Жил он достаточно аскетично. Кровать, шкаф, большой сундук, стул и несколько стульев. Ещё на стене висело ружьё и палаш, как бы намекая на непростую профессию хозяина жилья.
– Её сиятельство умерла и …— чего-то увидев в моём взгляде, немец сам подтянулся и заговорил иначе, — Есть у меня подозрения, что графиню отравили. Очень грамотно, сначала подсунув опиумной настойки, а затем странных капель. За несколько дней до смерти, как раз когда вы потеряли сознание, мне было приказано допросить слуг. Но затем хозяйка слегла, а лакеи вашего отца меня к ней не пустили. Хотя и с вашим падением, не всё так чисто. Только сейчас ничего не изменить.
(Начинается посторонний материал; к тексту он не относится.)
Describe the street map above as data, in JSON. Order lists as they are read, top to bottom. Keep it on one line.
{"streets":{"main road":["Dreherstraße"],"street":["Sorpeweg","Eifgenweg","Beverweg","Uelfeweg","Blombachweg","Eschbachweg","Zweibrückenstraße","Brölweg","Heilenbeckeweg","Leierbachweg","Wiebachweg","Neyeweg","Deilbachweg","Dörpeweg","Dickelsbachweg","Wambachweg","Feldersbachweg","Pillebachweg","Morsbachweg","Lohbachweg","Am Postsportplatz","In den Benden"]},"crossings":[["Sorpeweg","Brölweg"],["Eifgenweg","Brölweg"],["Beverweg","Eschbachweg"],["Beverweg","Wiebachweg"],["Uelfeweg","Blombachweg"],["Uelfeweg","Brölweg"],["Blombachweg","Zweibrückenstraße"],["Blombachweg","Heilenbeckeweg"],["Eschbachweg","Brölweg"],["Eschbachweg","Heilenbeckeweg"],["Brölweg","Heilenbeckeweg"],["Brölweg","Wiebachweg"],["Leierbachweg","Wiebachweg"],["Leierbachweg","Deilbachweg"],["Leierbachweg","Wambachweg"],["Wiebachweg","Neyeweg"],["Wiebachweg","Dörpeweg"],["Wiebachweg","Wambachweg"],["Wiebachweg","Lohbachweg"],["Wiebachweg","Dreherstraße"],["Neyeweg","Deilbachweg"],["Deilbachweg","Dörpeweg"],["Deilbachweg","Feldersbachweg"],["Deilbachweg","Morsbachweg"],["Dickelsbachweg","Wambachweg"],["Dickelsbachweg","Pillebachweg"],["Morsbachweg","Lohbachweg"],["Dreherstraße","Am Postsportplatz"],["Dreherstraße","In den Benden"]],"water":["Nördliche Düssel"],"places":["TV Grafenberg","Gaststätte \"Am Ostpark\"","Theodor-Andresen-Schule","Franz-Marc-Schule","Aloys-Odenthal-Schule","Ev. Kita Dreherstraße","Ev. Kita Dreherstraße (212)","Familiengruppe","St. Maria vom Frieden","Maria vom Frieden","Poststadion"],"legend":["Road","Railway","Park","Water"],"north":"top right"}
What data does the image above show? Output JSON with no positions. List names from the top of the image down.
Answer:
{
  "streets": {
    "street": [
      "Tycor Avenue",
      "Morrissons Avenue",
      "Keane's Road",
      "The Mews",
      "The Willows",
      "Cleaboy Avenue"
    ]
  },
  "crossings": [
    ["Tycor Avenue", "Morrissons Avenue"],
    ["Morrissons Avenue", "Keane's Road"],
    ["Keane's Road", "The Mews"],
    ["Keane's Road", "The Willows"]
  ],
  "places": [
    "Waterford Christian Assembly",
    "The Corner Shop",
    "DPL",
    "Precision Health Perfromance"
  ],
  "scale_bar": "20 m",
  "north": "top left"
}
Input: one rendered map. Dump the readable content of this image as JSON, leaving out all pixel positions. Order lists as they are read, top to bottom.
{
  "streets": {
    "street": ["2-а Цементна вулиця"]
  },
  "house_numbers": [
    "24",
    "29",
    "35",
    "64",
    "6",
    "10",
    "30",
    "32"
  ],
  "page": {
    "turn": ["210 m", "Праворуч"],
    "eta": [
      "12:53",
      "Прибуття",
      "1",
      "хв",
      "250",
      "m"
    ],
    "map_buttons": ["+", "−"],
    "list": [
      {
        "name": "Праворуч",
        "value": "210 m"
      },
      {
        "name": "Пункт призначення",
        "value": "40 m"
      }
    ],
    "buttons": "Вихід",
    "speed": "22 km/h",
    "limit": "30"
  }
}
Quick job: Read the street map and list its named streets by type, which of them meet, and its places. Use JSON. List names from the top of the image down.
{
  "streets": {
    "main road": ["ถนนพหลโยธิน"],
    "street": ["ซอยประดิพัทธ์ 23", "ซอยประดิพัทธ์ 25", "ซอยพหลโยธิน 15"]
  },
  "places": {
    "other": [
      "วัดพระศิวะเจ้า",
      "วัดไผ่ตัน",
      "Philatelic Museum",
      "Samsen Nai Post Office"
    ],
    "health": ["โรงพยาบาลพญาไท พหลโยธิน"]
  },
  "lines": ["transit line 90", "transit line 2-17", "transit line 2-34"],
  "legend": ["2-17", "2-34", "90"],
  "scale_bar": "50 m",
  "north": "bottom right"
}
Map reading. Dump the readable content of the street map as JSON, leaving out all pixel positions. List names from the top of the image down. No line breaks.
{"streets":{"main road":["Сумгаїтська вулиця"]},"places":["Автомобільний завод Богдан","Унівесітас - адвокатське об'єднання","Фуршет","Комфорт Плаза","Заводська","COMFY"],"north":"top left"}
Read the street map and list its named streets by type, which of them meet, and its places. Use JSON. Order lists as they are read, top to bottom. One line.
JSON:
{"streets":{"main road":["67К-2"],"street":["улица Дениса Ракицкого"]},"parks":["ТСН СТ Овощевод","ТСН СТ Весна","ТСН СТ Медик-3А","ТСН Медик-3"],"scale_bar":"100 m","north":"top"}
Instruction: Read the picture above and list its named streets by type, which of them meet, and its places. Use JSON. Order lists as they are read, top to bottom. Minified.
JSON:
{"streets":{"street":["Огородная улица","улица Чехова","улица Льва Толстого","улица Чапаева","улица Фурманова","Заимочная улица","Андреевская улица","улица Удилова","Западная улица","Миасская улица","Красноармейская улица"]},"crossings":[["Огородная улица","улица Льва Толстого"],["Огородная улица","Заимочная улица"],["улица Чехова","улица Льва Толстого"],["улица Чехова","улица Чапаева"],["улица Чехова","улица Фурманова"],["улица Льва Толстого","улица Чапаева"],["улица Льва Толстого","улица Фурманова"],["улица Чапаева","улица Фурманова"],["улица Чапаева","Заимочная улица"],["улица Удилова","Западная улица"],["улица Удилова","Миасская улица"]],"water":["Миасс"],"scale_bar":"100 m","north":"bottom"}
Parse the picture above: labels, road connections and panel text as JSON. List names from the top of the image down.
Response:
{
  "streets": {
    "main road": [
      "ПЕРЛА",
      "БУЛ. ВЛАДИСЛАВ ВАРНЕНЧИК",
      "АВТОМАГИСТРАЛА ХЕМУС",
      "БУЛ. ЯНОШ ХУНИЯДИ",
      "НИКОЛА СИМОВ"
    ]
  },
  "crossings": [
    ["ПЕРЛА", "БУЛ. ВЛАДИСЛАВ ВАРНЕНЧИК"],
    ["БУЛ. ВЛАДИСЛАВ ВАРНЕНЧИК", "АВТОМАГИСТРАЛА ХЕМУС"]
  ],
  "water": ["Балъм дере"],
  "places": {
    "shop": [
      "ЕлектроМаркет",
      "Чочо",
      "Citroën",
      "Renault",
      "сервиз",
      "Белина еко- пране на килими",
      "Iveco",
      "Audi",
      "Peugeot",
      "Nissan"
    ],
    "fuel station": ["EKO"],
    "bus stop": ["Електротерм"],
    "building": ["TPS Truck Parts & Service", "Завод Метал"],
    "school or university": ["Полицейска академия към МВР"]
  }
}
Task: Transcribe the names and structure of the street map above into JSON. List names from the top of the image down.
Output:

Чувствую, что постепенно начинаю звереть, но пока держу себя в руках. Опять эта настойка и я понимаю, откуда дует ветер.
– Почему тебя не пустили лакеи отца? При чём здесь они? — помню этих трёх здоровенных лбов, которых лучше охарактеризовать, как боевые холопы, — И что ты раскопал среди слуг?
– Вы разве не видели, как граф посматривал на вдову и нашу соседку Родомилу Красовскую?
– Ей ведь не более двадцати пяти, — сначала не понял я, рассматривая окружающую реальность исходя из базовой морали своего мира.